__PROBLEM TO SOLVE__
Output every record exactly, and nothing more.

[[ RECORDS TO USE, beginning ]]

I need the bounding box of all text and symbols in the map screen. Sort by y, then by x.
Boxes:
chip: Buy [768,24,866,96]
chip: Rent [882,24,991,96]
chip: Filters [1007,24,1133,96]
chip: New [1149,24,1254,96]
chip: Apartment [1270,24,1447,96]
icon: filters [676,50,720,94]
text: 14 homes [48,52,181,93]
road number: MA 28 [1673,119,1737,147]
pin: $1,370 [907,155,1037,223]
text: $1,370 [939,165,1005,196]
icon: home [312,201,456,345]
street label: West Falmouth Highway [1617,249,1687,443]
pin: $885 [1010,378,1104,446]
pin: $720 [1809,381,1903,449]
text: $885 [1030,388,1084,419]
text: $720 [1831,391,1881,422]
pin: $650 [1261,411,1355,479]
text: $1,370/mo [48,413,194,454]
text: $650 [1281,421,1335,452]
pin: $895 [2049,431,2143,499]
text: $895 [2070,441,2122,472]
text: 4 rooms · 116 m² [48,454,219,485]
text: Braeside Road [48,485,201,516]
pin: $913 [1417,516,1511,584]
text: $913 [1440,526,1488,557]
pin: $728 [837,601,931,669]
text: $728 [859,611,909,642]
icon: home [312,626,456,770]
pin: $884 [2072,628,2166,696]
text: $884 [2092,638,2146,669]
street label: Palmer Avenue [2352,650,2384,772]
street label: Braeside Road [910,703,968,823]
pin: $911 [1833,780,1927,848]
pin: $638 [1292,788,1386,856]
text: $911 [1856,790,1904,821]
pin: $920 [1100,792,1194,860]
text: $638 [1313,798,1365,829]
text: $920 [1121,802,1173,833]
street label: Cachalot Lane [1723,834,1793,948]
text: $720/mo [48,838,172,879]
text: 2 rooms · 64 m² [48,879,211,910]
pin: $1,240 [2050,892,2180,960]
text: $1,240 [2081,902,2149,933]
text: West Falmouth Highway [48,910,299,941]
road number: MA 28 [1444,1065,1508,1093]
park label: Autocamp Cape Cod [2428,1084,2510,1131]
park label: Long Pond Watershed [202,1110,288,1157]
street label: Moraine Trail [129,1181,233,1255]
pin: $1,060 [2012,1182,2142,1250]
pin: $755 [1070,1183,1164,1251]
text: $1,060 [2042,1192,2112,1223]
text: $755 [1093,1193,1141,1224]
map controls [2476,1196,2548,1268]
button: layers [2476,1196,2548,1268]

[[ RECORDS TO USE, end ]]

__ANSWER FOR THE TASK__
I need the bounding box of all text and symbols in the map screen. Sort by y, then by x.
Boxes:
chip: Buy [768,24,866,96]
chip: Rent [882,24,991,96]
chip: Filters [1007,24,1133,96]
chip: New [1149,24,1254,96]
chip: Apartment [1270,24,1447,96]
icon: filters [676,50,720,94]
text: 14 homes [48,52,181,93]
road number: MA 28 [1673,119,1737,147]
pin: $1,370 [907,155,1037,223]
text: $1,370 [939,165,1005,196]
icon: home [312,201,456,345]
street label: West Falmouth Highway [1617,249,1687,443]
pin: $885 [1010,378,1104,446]
pin: $720 [1809,381,1903,449]
text: $885 [1030,388,1084,419]
text: $720 [1831,391,1881,422]
pin: $650 [1261,411,1355,479]
text: $1,370/mo [48,413,194,454]
text: $650 [1281,421,1335,452]
pin: $895 [2049,431,2143,499]
text: $895 [2070,441,2122,472]
text: 4 rooms · 116 m² [48,454,219,485]
text: Braeside Road [48,485,201,516]
pin: $913 [1417,516,1511,584]
text: $913 [1440,526,1488,557]
pin: $728 [837,601,931,669]
text: $728 [859,611,909,642]
icon: home [312,626,456,770]
pin: $884 [2072,628,2166,696]
text: $884 [2092,638,2146,669]
street label: Palmer Avenue [2352,650,2384,772]
street label: Braeside Road [910,703,968,823]
pin: $911 [1833,780,1927,848]
pin: $638 [1292,788,1386,856]
text: $911 [1856,790,1904,821]
pin: $920 [1100,792,1194,860]
text: $638 [1313,798,1365,829]
text: $920 [1121,802,1173,833]
street label: Cachalot Lane [1723,834,1793,948]
text: $720/mo [48,838,172,879]
text: 2 rooms · 64 m² [48,879,211,910]
pin: $1,240 [2050,892,2180,960]
text: $1,240 [2081,902,2149,933]
text: West Falmouth Highway [48,910,299,941]
road number: MA 28 [1444,1065,1508,1093]
park label: Autocamp Cape Cod [2428,1084,2510,1131]
park label: Long Pond Watershed [202,1110,288,1157]
street label: Moraine Trail [129,1181,233,1255]
pin: $1,060 [2012,1182,2142,1250]
pin: $755 [1070,1183,1164,1251]
text: $1,060 [2042,1192,2112,1223]
text: $755 [1093,1193,1141,1224]
map controls [2476,1196,2548,1268]
button: layers [2476,1196,2548,1268]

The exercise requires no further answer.